È straordinario il passaggio dove Gesù opera una sintesi tra la sua la sua persona e “il più piccolo dei fratelli “. Ecco allora che il primo atteggiamento che ciascuno di noi deve coltivare e anche Mario deve avere è quello di “affinare lo sguardo” perché nelle persone che si incontrano, specialmente i poveri, i piccoli, ci sia la capacità di andare oltre l’apparenza, di vedere quella “immagine” di Dio che è presente in tutti anche in coloro che a noi sembrano così lontani da questa possibilità. 

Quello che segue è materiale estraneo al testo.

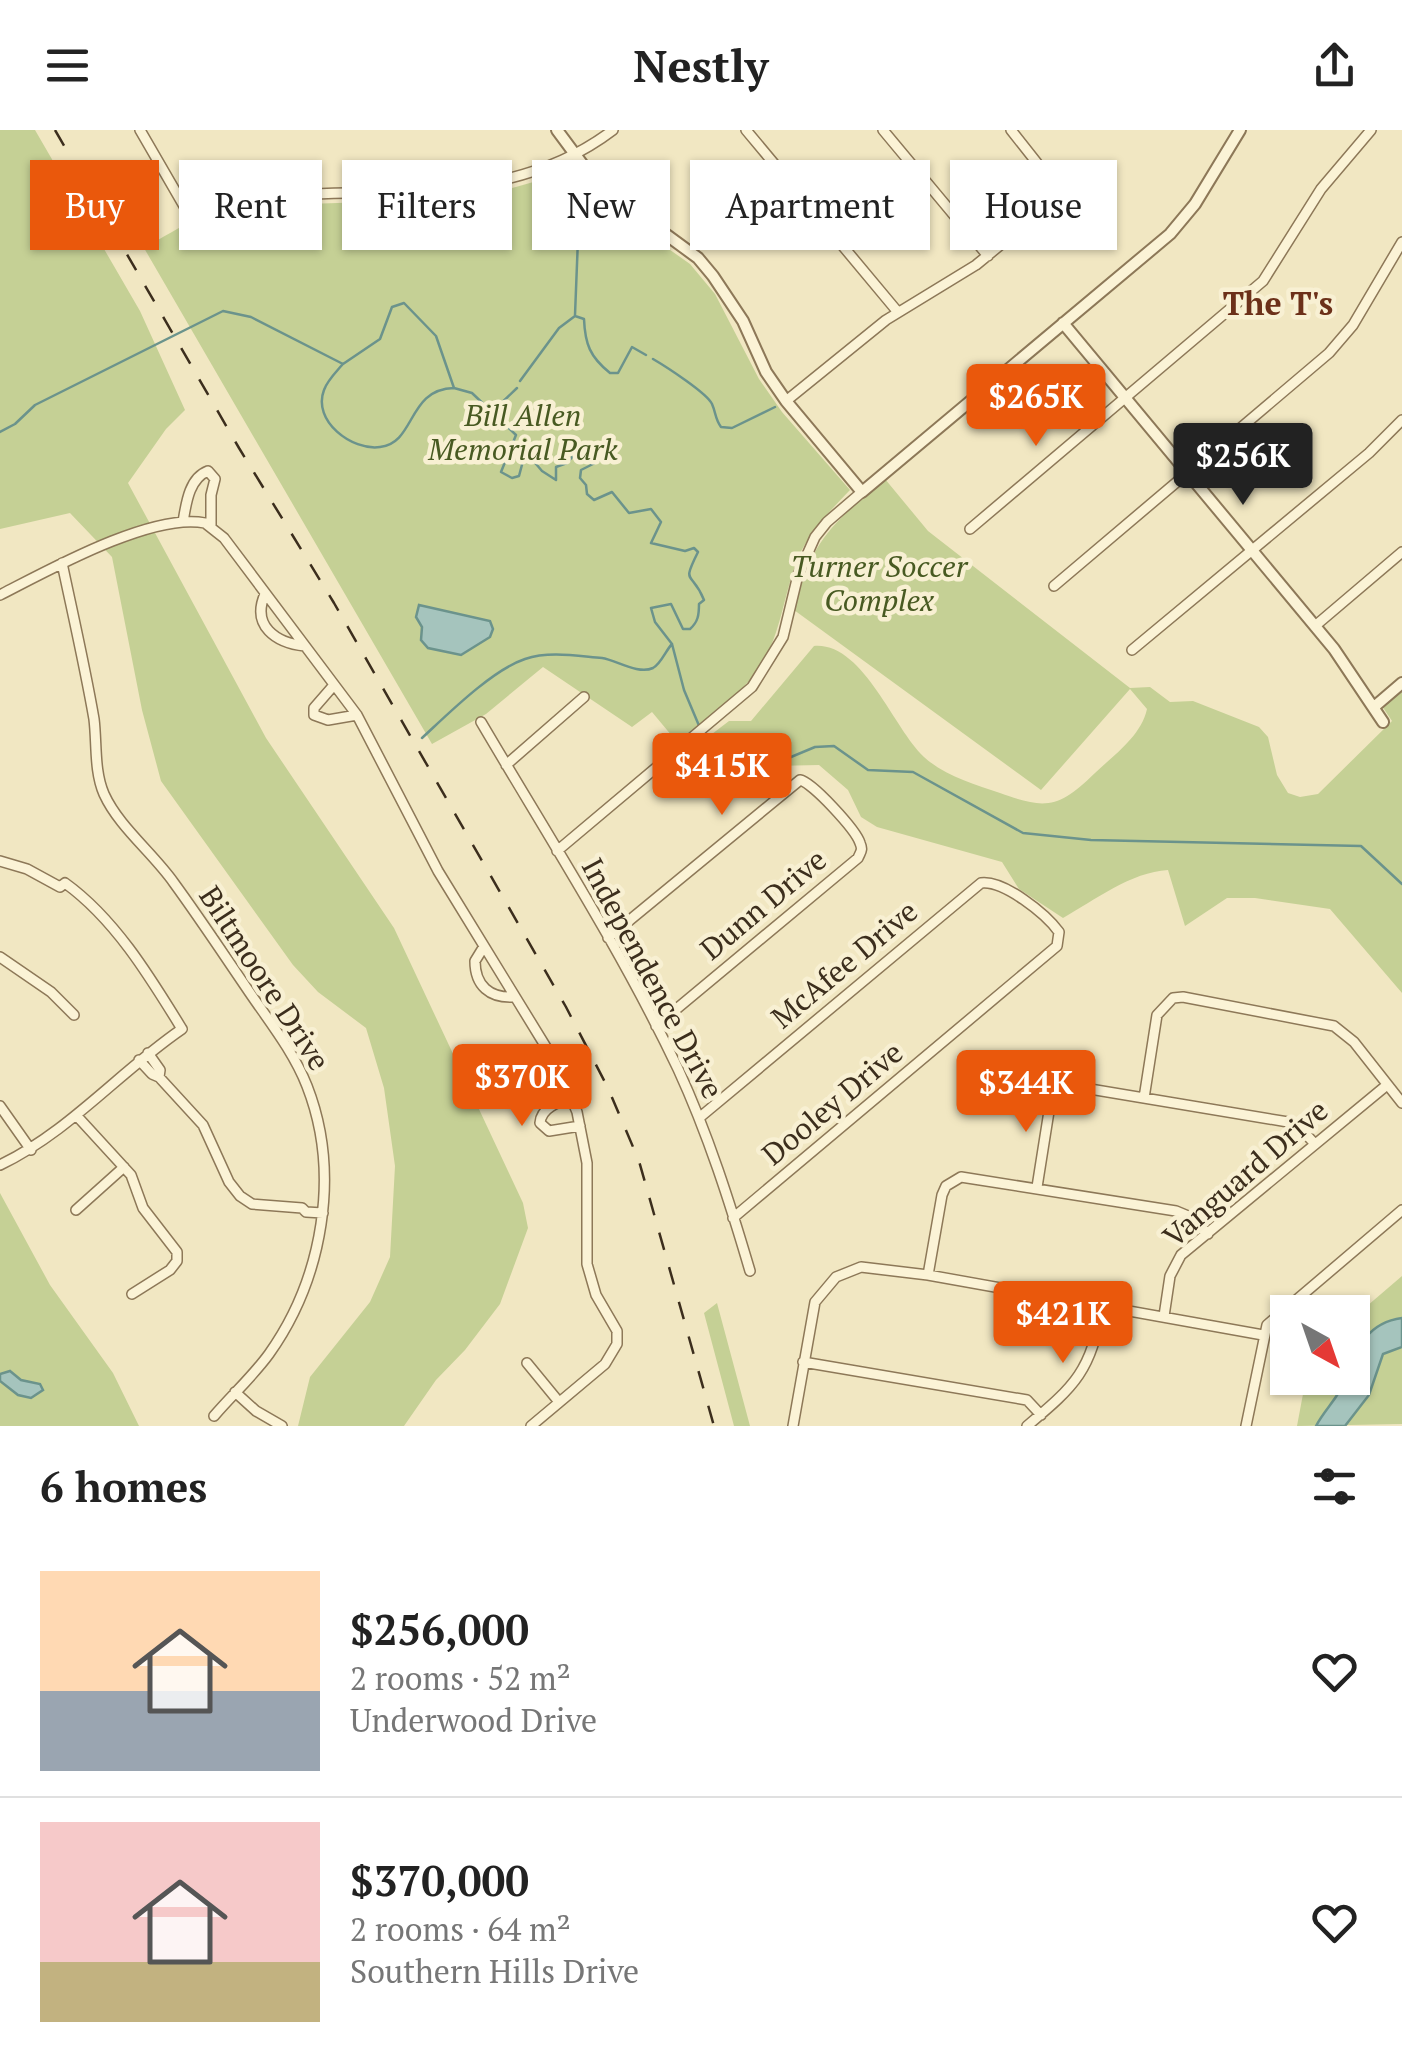 <!DOCTYPE html>
<meta charset="utf-8">
<style>
:root{--surface:#fff;--page:#f2f2f2;--text:#222;--muted:#767676;--line:#e0e0e0;--accent:#ea580c}
body{margin:0;font-family:"PT Serif",serif;background:var(--page);color:var(--text);height:100vh;display:flex;flex-direction:column;font-size:38px;white-space:nowrap}
*{box-sizing:border-box;margin:0}
p{font-size:32px;color:var(--muted)}
.icon{flex:none;width:55px;height:55px;fill:none;stroke:currentColor;stroke-width:2;stroke-linecap:round;stroke-linejoin:round}
.map{position:relative;height:1296px;overflow:hidden}
.drawer{display:flex;flex-direction:column;background:var(--surface);flex:1}
.drawer>*{flex:none}
.guide{position:absolute;left:30px;top:30px;width:1342px;height:90px;display:flex;gap:20px}
.needle{width:65px;rotate:140deg}
.tools{position:absolute;left:1270px;top:1165px;display:grid;gap:20px}
.tools a{display:grid;place-items:center;width:100px;height:100px;border-radius:0px;background:var(--surface);box-shadow:0 2px 8px #0004;font-size:50px}
.price{position:absolute;translate:-50% -85px;padding:0 22px;border-radius:10px;background:var(--accent);color:#fff;font-size:32px;line-height:65px;filter:drop-shadow(0 2px 5px #0008)}
.price::after{content:'';position:absolute;left:50%;top:60px;width:30px;height:22px;margin-left:-15px;background:inherit;clip-path:polygon(0 0,100% 0,50% 100%)}
.price.current{background:#222;color:#fff}
ul{padding:0;list-style:none}
li{display:flex;align-items:center;gap:30px;height:250px;padding:0 40px}
li+li{border-top:2px solid var(--line)}
li span{display:grid;place-items:center;flex:none;width:280px;height:200px;border-radius:0px;color:#555}
li>.icon{margin-inline-start:auto}
span .icon{width:120px;height:120px;fill:#fffc;stroke-width:1}
li b{font-size:42px}
h2{display:flex;justify-content:space-between;align-items:center;height:120px;padding:0 40px;font-size:42px}
.pill{padding:0 35px;border-radius:0px;background:var(--surface);box-shadow:0 2px 8px #0004;font-size:35px;line-height:90px}
.pill.current{background:var(--accent);color:#fff}
header{display:flex;justify-content:space-between;align-items:center;height:130px;padding:0 40px;background:var(--surface);font-size:45px;font-weight:800}
.map>svg:first-child{display:block}
</style>
<header><svg class="icon" aria-label="menu" viewBox="0 0 24 24"><path d="M4 6h16M4 12h16M4 18h16"/></svg>Nestly<svg class="icon" aria-label="share" viewBox="0 0 24 24"><path d="M12 15V3M7 8l5-5 5 5M5 13v7h14v-7"/></svg></header>
<div class="map">
<svg width="1402" height="1296" viewBox="0 0 1402 1296">
<rect width="100%" height="100%" fill="#f1e7c2"/>
<path fill="#c5d095" d="M 0,0 L 35,0 L 140,181 L 185,280 L 166,299 L 128,353 L 266,608 L 394,798 L 523,1073 L 528,1098 L 500,1174 L 465,1220 L 436,1250 L 404,1296 L 298,1296 L 310,1247 L 370,1172 L 390,1127 L 395,1036 L 384,958 L 366,898 L 318,862 L 293,835 L 161,651 L 142,580 L 112,427 L 70,383 L 0,399 Z
M 570,37 L 605,74 L 690,134 L 715,164 L 759,249 L 782,282 L 850,360 C 829,382 805,406 795,436 C 784,467 780,503 763,532 C 742,566 707,588 677,612 L 652,582 L 632,597 L 543,537 L 486,584 L 432,614 L 144,118 C 162,108 180,96 199,89 C 216,82 240,82 259,79 C 363,64 473,85 570,37 Z
M 885,349 L 928,401 L 1130,558 L 1150,557 L 1170,572 L 1193,571 L 1259,597 L 1268,607 L 1277,645 L 1288,663 L 1300,667 L 1318,664 L 1392,591 L 1382,576 L 1402,558 L 1402,863 L 1330,779 L 1255,768 L 1227,768 L 1185,796 L 1168,740 C 1131,742 1095,770 1063,788 L 1019,759 L 1002,732 L 877,697 L 861,687 L 848,660 L 819,635 L 720,637 L 695,617 L 729,591 L 751,591 L 814,516 C 863,512 893,598 924,627 C 945,646 974,654 1000,663 C 1046,680 1059,678 1095,643 C 1115,624 1141,606 1147,579 L 1130,559 L 1041,660 L 794,480 C 810,411 833,393 885,349 Z
M 0,1063 L 50,1155 L 113,1243 L 139,1296 L 0,1296 Z
M 1402,1146 L 1402,1294 L 1297,1296 L 1306,1248 L 1352,1248 L 1353,1188 Z
M 717,1173 L 750,1296 L 734,1296 L 704,1183 Z"/>
<path fill="#a5c4bd" stroke="#6b938c" stroke-width="2.5" d="M 419,475 L 490,491 L 493,499 L 490,507 L 461,525 L 428,518 L 421,510 L 422,497 L 416,487 Z
M 1402,1188 L 1402,1217 L 1383,1224 L 1369,1265 L 1345,1296 L 1316,1296 C 1325,1279 1340,1266 1346,1248 L 1352,1248 C 1352,1217 1371,1192 1402,1188 Z
M 10,1241 L 21,1250 L 40,1254 L 43,1260 L 31,1268 L 18,1265 L 0,1251 L 0,1244 Z"/>
<g fill="none" stroke-linecap="round" stroke-linejoin="round">
<path stroke="#6b938c" stroke-width="2.5" d="M 575,185 L 579,83
M 653,229 C 665,236 707,263 712,274 C 716,283 715,289 721,297 L 732,298 L 775,277
M 342,235 C 336,242 327,251 324,260 C 312,291 352,321 380,317 C 416,313 407,259 454,258
M 520,251 L 559,198 L 575,186 L 584,189 C 585,214 590,227 610,243 L 618,243 L 632,217 L 646,225
M 493,281 L 517,258
M 0,302 L 15,294 L 35,275 L 223,181 L 251,187 L 343,234 L 380,209 L 392,177 L 404,173 L 436,206 L 454,258 L 472,263 L 516,305 L 501,342 L 512,348 L 519,346 L 523,331 L 531,328 L 542,341 L 556,350 L 556,337 L 567,333 L 581,317 L 604,325 L 603,329 L 581,340 L 580,348 L 586,355 L 587,364 L 594,370 L 612,362 L 629,383 L 651,379 L 661,392 L 651,413 L 685,421 L 694,418 L 698,422 C 681,456 692,440 704,470 L 699,474 C 699,485 698,492 690,499 L 683,499 L 671,474 L 651,478 L 655,492 L 672,514 L 684,560 L 700,598
M 703,606 L 716,628 L 736,634 L 746,629 L 772,635 L 815,617 L 834,616 L 868,640 L 913,642 L 1023,703 L 1091,710 L 1361,716 L 1402,754
M 422,608 C 448,584 492,540 525,529 C 549,521 577,526 602,528 C 616,530 638,545 653,538 C 661,534 666,520 672,514"/>
<defs>
<path id="minor" d="M 140,0 L 195,95
M 746,0 L 897,181
M 883,0 L 988,126
M 188,83 C 329,39 487,96 613,0
M 786,271 L 886,190 L 976,135 L 1054,71 L 1058,65 L 1056,57 L 1011,0
M 183,392 C 186,374 189,348 208,341 L 215,349 L 211,365 L 211,395
M 970,399 L 1263,151 L 1321,59 L 1371,0
M 62,433 C 73,485 85,537 94,589 C 97,613 94,641 104,664 C 119,697 153,723 174,753 C 201,790 226,828 252,866 C 272,895 294,923 307,956 C 341,1043 323,1148 269,1224 C 253,1246 232,1265 214,1286
M 1054,456 L 1329,223 L 1353,195 L 1402,112
M 265,464 C 251,496 276,513 305,516
M 0,465 C 47,441 152,382 205,393 L 224,408 L 357,585 L 438,741 L 557,935 L 577,982 L 587,1033 L 587,1134 L 596,1165 L 617,1201 L 617,1214 L 605,1234 L 531,1296
M 1315,496 L 1402,422
M 1132,520 L 1369,323 L 1402,290
M 334,555 L 314,578 L 314,585 L 328,590 L 357,585
M 481,592 C 548,706 621,819 678,939 C 708,1004 730,1073 750,1141
M 506,635 L 584,567
M 557,721 L 752,557 L 783,507 L 798,445 L 815,407 L 827,392 L 862,362
M 0,731 L 27,739 L 60,757 L 65,753 C 115,789 150,847 182,899 C 119,942 69,1002 0,1035
M 608,808 L 800,650 C 812,652 856,700 860,713 C 863,720 861,721 858,728 L 656,896
M 483,818 L 475,831 C 475,856 490,868 513,867
M 0,827 L 51,862 L 74,885
M 148,923 L 160,940 L 159,947
M 139,930 L 152,944 L 159,947 L 203,995 L 229,1052 L 240,1066 L 252,1074 L 302,1078 L 306,1082 L 323,1083
M 571,968 C 558,972 541,978 540,993 L 549,1001 L 580,996
M 1144,968 L 1157,885 L 1173,868 L 1183,867 L 1334,896 L 1354,912 L 1402,973
M 0,976 L 31,1020
M 76,985 L 131,1045 L 143,1078 L 177,1122 L 177,1131 L 170,1140 L 132,1164
M 699,988 L 981,753 C 1004,750 1046,784 1059,802 L 1057,816 L 733,1088
M 1037,1057 L 1050,975 L 1062,959 L 1078,957 L 1288,992 L 1302,1000 L 1315,1014
M 76,1080 L 124,1037
M 928,1145 L 942,1065 L 946,1056 L 961,1047 L 1176,1081 L 1188,1086 L 1208,1104
M 1164,1186 L 1170,1146 L 1181,1125 L 1387,955
M 803,1232 L 1027,1270 L 1041,1285
M 527,1233 L 559,1272
M 235,1262 L 256,1281 L 282,1296
M 793,1296 L 815,1172 L 836,1147 L 861,1137 L 928,1145 L 1263,1205
M 1027,1296 C 1076,1255 1091,1241 1102,1176
M 1246,1296 L 1267,1195 L 1402,1080"/>
<path id="tertiary" d="M 557,0 L 597,54 L 698,128 L 713,146 L 743,191 L 766,242 L 786,271 L 862,362 L 1170,104 L 1195,74 L 1240,0
M 1063,193 L 1334,519 L 1383,592
M 1374,577 L 1402,553"/>
</defs>
<use href="#minor" stroke="#8d7858" stroke-width="12"/>
<use href="#tertiary" stroke="#8d7858" stroke-width="14"/>
<use href="#minor" stroke="#fbf3d6" stroke-width="9"/>
<use href="#tertiary" stroke="#fbf3d6" stroke-width="10"/>
<path stroke="#3c2e1d" stroke-width="2.5" stroke-dasharray="18 18" stroke-linecap="butt" d="M 55,0 L 239,318 L 334,473 L 566,877 L 608,958 L 639,1031 L 714,1296"/>
</g>
<g text-anchor="middle" dominant-baseline="central" stroke-width="9" stroke-linejoin="round" paint-order="stroke">
<g font-size="30" font-style="italic" fill="#485a22" stroke="#f8f0d3">
<text x="523" y="285">Bill Allen<tspan x="523" dy="34">Memorial Park</tspan></text>
<text x="879" y="436">Turner Soccer<tspan x="879" dy="34">Complex</tspan></text>
</g>
<g font-size="30" fill="#3c2e1d" stroke="#f8f0d3">
<text transform="translate(763 774) rotate(-40)">Dunn Drive</text>
<text transform="translate(844 834) rotate(-40)">McAfee Drive</text>
<text transform="translate(265 848) rotate(57)">Biltmoore Drive</text>
<text transform="translate(653 848) rotate(62)">Independence Drive</text>
<text transform="translate(832 973) rotate(-40)">Dooley Drive</text>
<text transform="translate(1245 1043) rotate(-41)">Vanguard Drive</text>
</g>
<g font-size="32" font-weight="bold" fill="#6c3019" stroke="#f8f0d3">
<text x="1278" y="173">The T's</text>
</g>
</g>
</svg>
<div class="tools">
<a><svg class="needle" viewBox="-14 -14 28 28"><path d="M0-13l5 13h-10z" fill="#e53935"/><path d="M0 13l5-13h-10z" fill="#767676"/></svg></a>
</div>
<b class="price" style="left:1036px;top:319px">$265K</b>
<b class="price current" style="left:1243px;top:378px">$256K</b>
<b class="price" style="left:722px;top:688px">$415K</b>
<b class="price" style="left:522px;top:999px">$370K</b>
<b class="price" style="left:1026px;top:1005px">$344K</b>
<b class="price" style="left:1063px;top:1236px">$421K</b>
<div class="guide">
<a class="pill current">Buy</a>
<a class="pill">Rent</a>
<a class="pill">Filters</a>
<a class="pill">New</a>
<a class="pill">Apartment</a>
<a class="pill">House</a>
</div>
</div>
<section class="drawer">
<h2>6 homes<svg class="icon" aria-label="filters" viewBox="0 0 24 24"><path d="M4 7h16M4 17h16"/><circle cx="9" cy="7" r="2"/><circle cx="15" cy="17" r="2"/></svg></h2>
<ul>
<li><span style="background:linear-gradient(#ffd9b3 60%,#9aa5b1 0)"><svg class="icon" aria-label="home" viewBox="0 0 24 24"><path d="M3 11l9-7 9 7M6 9v11h12V9"/></svg></span><div><b>$256,000</b><p>2 rooms · 52 m²</p><p>Underwood Drive</p></div><svg class="icon" aria-label="heart" viewBox="0 0 24 24"><path d="M12 20l-8-8c-3-5 5-10 8-4 3-6 11-1 8 4z"/></svg></li>
<li><span style="background:linear-gradient(#f6c9c9 70%,#c2b280 0)"><svg class="icon" aria-label="home" viewBox="0 0 24 24"><path d="M3 11l9-7 9 7M6 9v11h12V9"/></svg></span><div><b>$370,000</b><p>2 rooms · 64 m²</p><p>Southern Hills Drive</p></div><svg class="icon" aria-label="heart" viewBox="0 0 24 24"><path d="M12 20l-8-8c-3-5 5-10 8-4 3-6 11-1 8 4z"/></svg></li>
</ul>
</section>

Inoltre, la parola di Gesù ci invita ad avere una fede che sappia generare non solo il credere (sapere cose sul Signore) o il celebrare ma anche che si trasformi in prassi, nel fare. Questi elementi vanno insieme: la fede non è solo conoscere, non è solo celebrare ma è anche trasformare in azione ciò che si crede e si celebra. Questo è possibile perché per primo Gesù ha messo insieme, nell’insegnamento ai suoi discepoli quando chiede: chi dite che io sia? E poi dice: “fate questo in memoria” e ancora “va e anche tu fa lo stesso”.

Caro Mario, il tuo diaconato è soprattutto “servizio” a fare questo, come dice Gesù, ai miei fratelli più piccoli. Si tratta di un “fare gratuito”, una restituzione del bene che il Signore ha manifestato nella tua vita attraverso tanti. 

In questi anni di formazione in Seminario e nell’attività in parrocchia, hai manifestato una particolare attenzione verso i fratelli sofferenti, gli ammalati le persone in ospedale. Questa tua attenzione è preziosa e va coltivata perché ti ricorda e ricorda a tutti, che dobbiamo prenderci cura delle “membra sofferenti della Chiesa” che sono i malati, le persone sole, gli anziani. Si tratta in questo modo di superare quella tentazione di “scartare” coloro che già per età e salute non sembrano più al centro e per questo sono messi ai margini. 

Come vescovo, confido al tuo diaconato questo impegno:manifestare la carità della nostra Chiesa. L’ordinazione diaconale è accettare un servizio. Non è un privilegio, un distanziarsi dagli altri, un entrare a far parte chissà di quale supposta “élite”, non si tratta di “salire” quanto piuttosto di scendere, di farsi prossimo con i piccoli. 

Questo ti affido come mandato. Il Signore ti accompagni in questo cammino di donazione a Lui.